Сначала Швабе приехал в клинику один. За период своей службы он не раз виделся с членами семьи Романовых, именно поэтому решил поговорить с девушкой, но та все время закрывала лицо одеялом и разговаривать отказалась. В следующий раз офицер взял с собой Зинаиду. Женщина в годы войны работала в одном госпитале с императрицей и ее старшими дочками, Ольгой и Татьяной. Младшие княжны, Мария и Анастасия, в силу возраста не работали, но часто приезжали навещать раненых. И вновь пациентка психиатрии отказалась разговаривать со своими посетителями. Несмотря на то что большую часть встречи она опять прятала лицо, Зинаида обнаружила общие черты с княжной Татьяной Николаевной. Так слухи о спасшейся княжне стали распространяться по Европе еще с большей скоростью. Со временем они обрастали новыми подробностями: неизвестная пациентка говорит на русском языке, часами рассказывает о России и даже может назвать на фотографиях членов царской семьи.
Навестить вероятную княжну пожелала другая эмигрантка, фрейлина императрицы Александры Федоровны, Софья Карловна Буксгевден. Уж она-то, много лет проведя в окружении членов царской династии, могла определить, действительно ли перед ней кто-то из княжон. И хотя, по мнению Софьи, девушка была похожа на княжну Татьяну некоторыми чертами лица, она все-таки не была Романовой. Но к этому времени сплетни о пациентке клиники привели к тому, что у нее появились свои поклонники. Они писали письма «княжне», высказывали свою поддержку, навещали в клинике и пытались определить, Романова она или нет. Одна из поклонниц решила забрать девушку к себе, учитывая то, что она уже пошла на поправку, по мнению врачей. Нужны были документы, и при выписке неизвестная заявила, что ее зовут Анна Андерсон.
Пробыв в доме благодетельницы, баронессы фон Кляйст всего лишь два дня, девушка выдала настоящую сенсацию — никакая она не Анна Андерсон, а великая княжна Анастасия Николаевна, дочь последнего российского императора Николая II. Раз за разом она стала рассказывать свою историю. По словам «Анастасии», одним из охранников Ипатьевского дома служил молодой солдат Чайковский. В роковую ночь 1918 года она была лишь ранена, и он помог ей сбежать. Пара добралась до Румынии, где девушка родила ребенка. Однако вскоре после этого возлюбленный погиб, и «княжне» пришлось бежать в Германию, оставив маленького сына. «Анастасия Николаевна» утверждала, что очень боится преследования и что ее ребенка можно узнать по медальону с императорскими вензелями.

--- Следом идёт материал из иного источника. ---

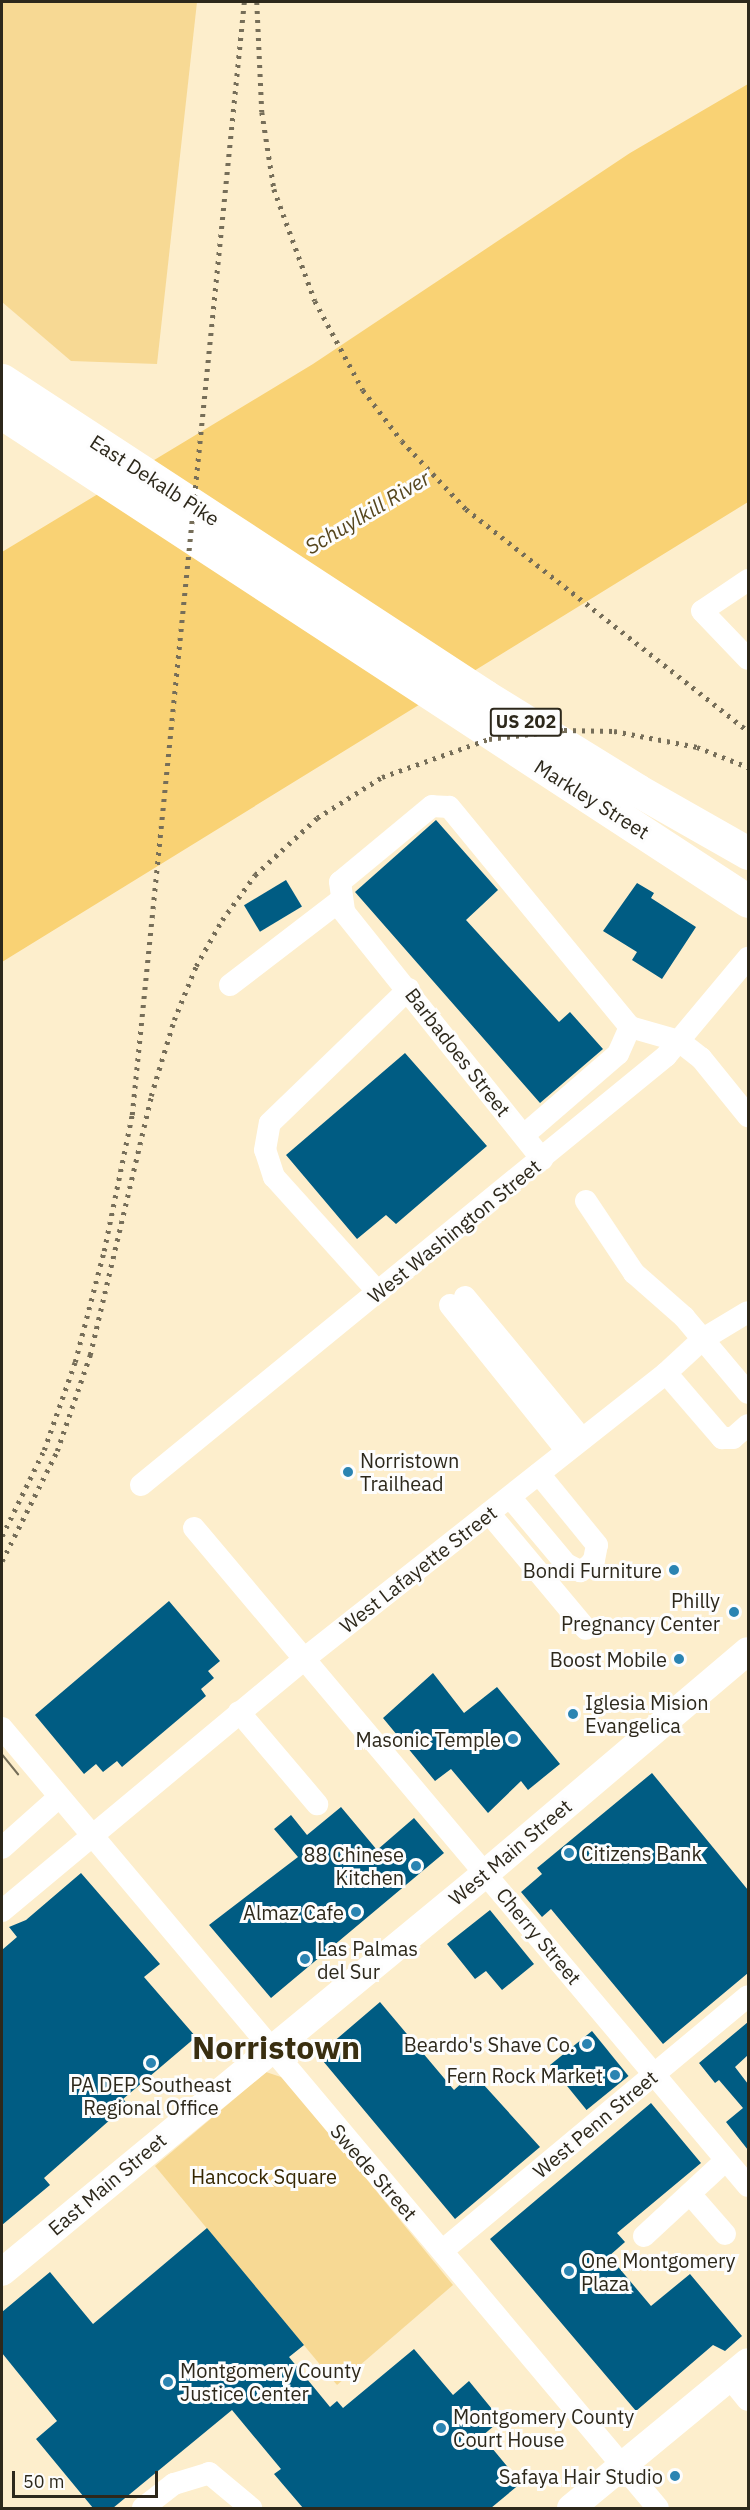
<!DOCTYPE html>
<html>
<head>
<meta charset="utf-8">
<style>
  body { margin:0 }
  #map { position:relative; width:750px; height:2510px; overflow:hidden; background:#fdeecc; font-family:"IBM Plex Sans",sans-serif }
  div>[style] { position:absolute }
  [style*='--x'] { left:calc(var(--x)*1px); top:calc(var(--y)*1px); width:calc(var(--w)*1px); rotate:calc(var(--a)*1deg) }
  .green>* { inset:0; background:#f7d994 }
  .water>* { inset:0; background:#f9d274 }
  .building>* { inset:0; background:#005c83; transform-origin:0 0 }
  .minor>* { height:22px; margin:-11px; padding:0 11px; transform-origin:11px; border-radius:11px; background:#fff }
  .major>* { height:28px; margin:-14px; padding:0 14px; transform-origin:14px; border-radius:14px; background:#fff }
  .highway>* { height:33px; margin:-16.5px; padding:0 16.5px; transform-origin:16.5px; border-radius:16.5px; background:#fff }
  .tram>* { height:1.5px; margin:-0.75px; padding:0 0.75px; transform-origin:0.75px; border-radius:0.75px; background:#766e59 }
  .rail>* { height:4.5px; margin-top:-2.25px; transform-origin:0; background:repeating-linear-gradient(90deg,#766e59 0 3px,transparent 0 9px) }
  .dots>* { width:16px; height:16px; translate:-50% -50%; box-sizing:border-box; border:3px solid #fdfdfd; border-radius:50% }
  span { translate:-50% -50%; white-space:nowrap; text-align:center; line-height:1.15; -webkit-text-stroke:6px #fdfdfd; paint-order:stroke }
  .shield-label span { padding:2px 4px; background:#fdfdfd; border:2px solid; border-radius:4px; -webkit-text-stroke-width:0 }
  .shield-label { font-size:18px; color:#2d281b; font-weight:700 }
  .street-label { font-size:20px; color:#2d281b }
  .poi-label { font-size:20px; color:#2d281b }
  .left { translate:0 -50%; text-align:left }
  .right { translate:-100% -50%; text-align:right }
  .park-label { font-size:20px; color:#362700 }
  .water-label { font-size:21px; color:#56461e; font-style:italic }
  .town-label { font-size:32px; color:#392e10; font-weight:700 }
  .frame { position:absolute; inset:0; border:3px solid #2d281b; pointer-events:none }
  .scale { position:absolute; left:12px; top:2471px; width:146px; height:27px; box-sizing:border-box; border:3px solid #2d281b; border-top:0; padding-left:8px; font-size:18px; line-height:21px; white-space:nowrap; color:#2d281b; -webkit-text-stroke:4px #fdfdfd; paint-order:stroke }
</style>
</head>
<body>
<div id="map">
  <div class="green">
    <div style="clip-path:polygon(2px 2px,197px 2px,157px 364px,71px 361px,2px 302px)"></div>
    <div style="clip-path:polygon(266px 2072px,284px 2078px,453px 2285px,337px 2385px,155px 2166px)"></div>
  </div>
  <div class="water">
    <div style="clip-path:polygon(748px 84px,748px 502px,2px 962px,2px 552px,313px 364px,630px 153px)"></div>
  </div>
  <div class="building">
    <div style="clip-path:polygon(436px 820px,498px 890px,466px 920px,559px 1022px,570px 1012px,603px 1049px,540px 1103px,355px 892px)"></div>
    <div style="left:286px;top:880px;width:31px;height:49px;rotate:59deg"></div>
    <div style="clip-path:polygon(637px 883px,654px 893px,651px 898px,696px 927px,662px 979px,632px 960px,637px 952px,603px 931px)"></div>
    <div style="clip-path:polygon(405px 1053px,487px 1146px,396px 1224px,386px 1215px,357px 1239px,286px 1155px)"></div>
    <div style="clip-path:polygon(169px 1601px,220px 1661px,208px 1671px,214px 1678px,201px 1689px,206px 1696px,122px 1767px,117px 1761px,103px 1772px,96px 1764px,84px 1774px,35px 1715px)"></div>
    <div style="clip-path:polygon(433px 1673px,464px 1713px,497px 1687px,560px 1764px,528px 1790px,521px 1781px,488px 1813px,451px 1769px,435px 1781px,383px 1718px)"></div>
    <div style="clip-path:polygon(652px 1773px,748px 1890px,748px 1973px,663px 2044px,551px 1909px,542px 1917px,521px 1892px,542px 1874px,537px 1868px)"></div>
    <div style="clip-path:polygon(341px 1807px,377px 1850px,414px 1818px,444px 1853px,271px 1998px,209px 1925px,298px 1857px,274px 1829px,291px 1815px,307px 1835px)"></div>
    <div style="clip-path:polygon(81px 1873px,160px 1964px,144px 1977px,196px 2037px,123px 2099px,128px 2104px,44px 2178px,50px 2185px,2px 2225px,2px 1950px,17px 1937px,9px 1927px,26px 1920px)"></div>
    <div style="clip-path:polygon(490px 1910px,534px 1964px,502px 1990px,486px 1971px,475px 1979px,447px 1944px)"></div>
    <div style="clip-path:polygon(380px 2002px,454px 2090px,473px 2073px,540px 2147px,455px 2219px,318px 2055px)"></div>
    <div style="clip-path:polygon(748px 2022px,748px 2055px,735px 2067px,748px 2084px,748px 2150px,726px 2122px,743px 2108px,719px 2080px,715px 2083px,699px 2063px)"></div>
    <div style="left:592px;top:2031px;width:58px;height:54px;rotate:51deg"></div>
    <div style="clip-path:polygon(651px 2103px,701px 2163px,617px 2233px,625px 2242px,609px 2256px,651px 2306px,690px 2274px,742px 2336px,725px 2351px,713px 2345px,636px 2411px,490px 2239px)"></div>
    <div style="clip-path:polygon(207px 2228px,304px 2345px,289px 2357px,330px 2407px,337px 2401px,343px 2408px,414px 2349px,453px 2395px,469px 2381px,501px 2420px,482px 2436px,521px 2483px,491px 2508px,303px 2508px,274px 2474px,281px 2469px,232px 2410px,113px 2508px,93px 2508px,36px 2439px,57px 2421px,2px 2353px,2px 2312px,50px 2272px,93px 2324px)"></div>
  </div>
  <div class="minor">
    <div style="--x:748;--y:580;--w:55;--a:146"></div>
    <div style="--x:702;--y:611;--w:66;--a:46.2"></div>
    <div style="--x:230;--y:985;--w:141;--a:-37.5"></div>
    <div style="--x:630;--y:1027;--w:51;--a:15.9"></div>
    <div style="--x:679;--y:1041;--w:28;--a:38"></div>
    <div style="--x:701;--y:1058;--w:75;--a:51"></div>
    <div style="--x:524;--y:1135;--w:124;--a:-40.8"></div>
    <div style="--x:618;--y:1054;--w:30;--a:-66"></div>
    <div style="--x:630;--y:1027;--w:285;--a:-129.4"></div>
    <div style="--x:449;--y:807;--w:17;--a:-177"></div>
    <div style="--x:432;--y:806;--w:119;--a:140.4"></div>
    <div style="--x:340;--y:882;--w:30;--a:82"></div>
    <div style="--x:344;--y:912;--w:317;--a:51.3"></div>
    <div style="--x:586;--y:1201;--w:87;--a:56.3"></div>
    <div style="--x:634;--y:1273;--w:67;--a:41.3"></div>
    <div style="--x:684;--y:1317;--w:99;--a:49.9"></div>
    <div style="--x:378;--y:1292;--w:155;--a:-132.1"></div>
    <div style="--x:274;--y:1177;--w:28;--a:-108"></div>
    <div style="--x:265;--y:1150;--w:27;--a:-80"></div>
    <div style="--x:270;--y:1123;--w:193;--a:-44"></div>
    <div style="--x:465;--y:1297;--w:184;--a:50.5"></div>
    <div style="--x:450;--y:1305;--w:187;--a:51.3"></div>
    <div style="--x:666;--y:1373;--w:86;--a:49.3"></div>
    <div style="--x:722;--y:1438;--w:11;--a:0"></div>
    <div style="--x:733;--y:1438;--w:20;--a:-41"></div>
    <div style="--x:141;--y:1485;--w:678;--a:-39.25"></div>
    <div style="--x:666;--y:1056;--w:128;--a:-50.1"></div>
    <div style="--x:510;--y:1497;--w:87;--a:50.1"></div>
    <div style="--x:566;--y:1564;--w:16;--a:27"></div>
    <div style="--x:580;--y:1571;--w:9;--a:-27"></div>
    <div style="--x:588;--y:1567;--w:9;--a:-49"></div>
    <div style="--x:594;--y:1560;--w:15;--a:-79"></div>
    <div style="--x:597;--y:1545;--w:92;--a:-129.2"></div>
    <div style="--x:489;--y:1513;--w:151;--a:50.1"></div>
    <div style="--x:194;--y:1528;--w:860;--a:49.9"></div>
    <div style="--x:239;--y:1712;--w:121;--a:49.7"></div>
    <div style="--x:2;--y:1728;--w:1019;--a:49.94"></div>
    <div style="--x:2;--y:1848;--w:76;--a:-41.8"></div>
    <div style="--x:2;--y:1911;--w:393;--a:-39.8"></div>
    <div style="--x:304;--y:1659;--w:461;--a:-38.3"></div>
    <div style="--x:666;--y:1373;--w:50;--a:-42.6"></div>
    <div style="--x:703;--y:1339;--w:52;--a:-31"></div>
    <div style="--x:690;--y:2194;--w:53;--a:48.8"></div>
    <div style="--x:644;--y:2236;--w:110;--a:-42.8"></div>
    <div style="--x:442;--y:2251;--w:398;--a:-39.8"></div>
    <div style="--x:730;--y:2378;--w:28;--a:51"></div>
    <div style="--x:143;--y:2508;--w:39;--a:-38"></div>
    <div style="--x:174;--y:2484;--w:37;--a:-17"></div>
    <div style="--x:209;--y:2473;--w:55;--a:39.8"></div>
  </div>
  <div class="major">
    <div style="--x:2;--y:2272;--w:627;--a:-39.5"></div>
    <div style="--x:486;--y:1873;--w:343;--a:-40.3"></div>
    <div style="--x:571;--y:2508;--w:229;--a:-39.5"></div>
  </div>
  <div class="highway">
    <div style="--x:2;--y:380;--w:577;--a:33.19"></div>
    <div style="--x:485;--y:696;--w:179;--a:31.7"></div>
    <div style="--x:637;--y:790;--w:128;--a:29.6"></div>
    <div style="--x:2;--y:413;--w:891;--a:33.19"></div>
  </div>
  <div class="tram">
    <div style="--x:2;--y:1754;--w:26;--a:51"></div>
  </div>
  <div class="rail">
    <div style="--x:257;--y:2;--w:110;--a:87.4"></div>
    <div style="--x:262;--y:112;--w:78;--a:81.1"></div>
    <div style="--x:274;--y:189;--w:119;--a:69.9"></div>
    <div style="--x:315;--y:301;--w:101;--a:61.7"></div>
    <div style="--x:363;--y:390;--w:64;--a:52.6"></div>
    <div style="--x:402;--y:441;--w:93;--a:46.7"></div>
    <div style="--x:466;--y:509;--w:359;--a:38.2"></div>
    <div style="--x:2;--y:1536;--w:96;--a:-64"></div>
    <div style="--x:44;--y:1450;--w:93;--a:-70.6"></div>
    <div style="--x:75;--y:1362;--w:115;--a:-75.4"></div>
    <div style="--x:104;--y:1251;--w:139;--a:-78.4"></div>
    <div style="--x:132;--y:1115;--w:1119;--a:-84.25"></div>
    <div style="--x:2;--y:1561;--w:123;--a:-63.4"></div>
    <div style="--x:57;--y:1451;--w:102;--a:-71"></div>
    <div style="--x:90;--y:1355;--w:266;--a:-76.7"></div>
    <div style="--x:151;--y:1096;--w:79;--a:-73.2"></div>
    <div style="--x:174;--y:1020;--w:58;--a:-67.8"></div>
    <div style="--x:196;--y:966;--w:53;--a:-60.5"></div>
    <div style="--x:222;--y:920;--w:56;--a:-53.7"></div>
    <div style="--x:255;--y:875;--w:84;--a:-42.6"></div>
    <div style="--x:317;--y:818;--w:77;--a:-32.2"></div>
    <div style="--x:382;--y:777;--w:114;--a:-19.6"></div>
    <div style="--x:489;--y:739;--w:76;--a:-6.8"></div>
    <div style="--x:564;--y:730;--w:50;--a:1.1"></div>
    <div style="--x:614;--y:731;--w:85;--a:10.9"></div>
    <div style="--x:697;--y:747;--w:55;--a:21.4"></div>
  </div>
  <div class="dots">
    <div style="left:348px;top:1472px;background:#2b84b2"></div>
    <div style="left:674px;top:1570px;background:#2b84b2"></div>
    <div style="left:734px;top:1612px;background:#2b84b2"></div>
    <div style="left:679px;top:1659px;background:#2b84b2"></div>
    <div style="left:573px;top:1714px;background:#2b84b2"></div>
    <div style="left:513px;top:1739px;background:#2b84b2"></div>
    <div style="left:569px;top:1853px;background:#2b84b2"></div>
    <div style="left:416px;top:1866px;background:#2b84b2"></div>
    <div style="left:356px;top:1912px;background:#2b84b2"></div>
    <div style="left:305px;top:1959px;background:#2b84b2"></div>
    <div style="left:587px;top:2044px;background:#2b84b2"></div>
    <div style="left:151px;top:2063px;background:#2b84b2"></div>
    <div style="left:615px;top:2075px;background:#2b84b2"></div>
    <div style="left:569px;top:2271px;background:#2b84b2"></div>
    <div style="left:168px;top:2382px;background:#2b84b2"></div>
    <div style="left:441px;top:2428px;background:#2b84b2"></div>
    <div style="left:675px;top:2476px;background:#2b84b2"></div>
  </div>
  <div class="shield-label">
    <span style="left:526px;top:722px">US 202</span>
  </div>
  <div class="street-label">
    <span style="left:155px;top:480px;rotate:33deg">East Dekalb Pike</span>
    <span style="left:592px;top:799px;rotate:32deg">Markley Street</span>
    <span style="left:458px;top:1052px;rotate:52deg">Barbadoes Street</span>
    <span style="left:454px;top:1231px;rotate:-39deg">West Washington Street</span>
    <span style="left:418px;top:1569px;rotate:-38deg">West Lafayette Street</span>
    <span style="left:510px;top:1852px;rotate:-40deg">West Main Street</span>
    <span style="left:539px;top:1936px;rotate:50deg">Cherry Street</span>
    <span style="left:595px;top:2124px;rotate:-40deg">West Penn Street</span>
    <span style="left:374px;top:2172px;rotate:49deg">Swede Street</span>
    <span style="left:107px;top:2184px;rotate:-40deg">East Main Street</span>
  </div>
  <div class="poi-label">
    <span class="left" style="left:360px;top:1472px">Norristown<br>Trailhead</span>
    <span class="right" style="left:662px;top:1570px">Bondi Furniture</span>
    <span class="right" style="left:720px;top:1612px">Philly<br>Pregnancy Center</span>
    <span class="right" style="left:667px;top:1659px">Boost Mobile</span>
    <span class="left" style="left:585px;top:1714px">Iglesia Mision<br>Evangelica</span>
    <span class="right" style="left:501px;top:1739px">Masonic Temple</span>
    <span class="left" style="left:581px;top:1853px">Citizens Bank</span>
    <span class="right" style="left:404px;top:1866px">88 Chinese<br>Kitchen</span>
    <span class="right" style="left:344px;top:1912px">Almaz Cafe</span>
    <span class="left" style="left:317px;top:1960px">Las Palmas<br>del Sur</span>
    <span class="right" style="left:575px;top:2044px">Beardo's Shave Co.</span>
    <span class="right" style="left:603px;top:2075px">Fern Rock Market</span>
    <span style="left:151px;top:2096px">PA DEP Southeast<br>Regional Office</span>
    <span class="left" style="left:581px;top:2272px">One Montgomery<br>Plaza</span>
    <span class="left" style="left:180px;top:2382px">Montgomery County<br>Justice Center</span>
    <span class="left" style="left:453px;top:2428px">Montgomery County<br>Court House</span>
    <span class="right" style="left:663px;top:2476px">Safaya Hair Studio</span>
  </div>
  <div class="park-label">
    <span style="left:264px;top:2176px">Hancock Square</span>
  </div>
  <div class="water-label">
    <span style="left:367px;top:512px;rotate:-31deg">Schuylkill River</span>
  </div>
  <div class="town-label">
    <span style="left:276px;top:2047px">Norristown</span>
  </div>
  <div class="frame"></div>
  <div class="scale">50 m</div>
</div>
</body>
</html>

В среде эмигрантов история чудесного спасения стала очень быстро распространяться, дошла она и до родственников Романовых — принцессы Ирен Прусской, родной сестры российской императрицы Александры, и вдовствующей императрицы Марии Федоровны. Вскоре после своего признания Анна ушла от семьи Кляйст, но стала скитаться по домам других эмигрантов. К слову, желающих приютить спасшуюся княжну было много. Первой изъявила желание встретиться с возможной племянницей прусская принцесса. Встреча состоялась, хотя имя посетительницы Андерсон не назвали. Ирен подтвердила мысль фрейлины Буксгевден: девушка похожа на Татьяну, но никак не на Анастасию. Она убедилась, что перед ней самозванка.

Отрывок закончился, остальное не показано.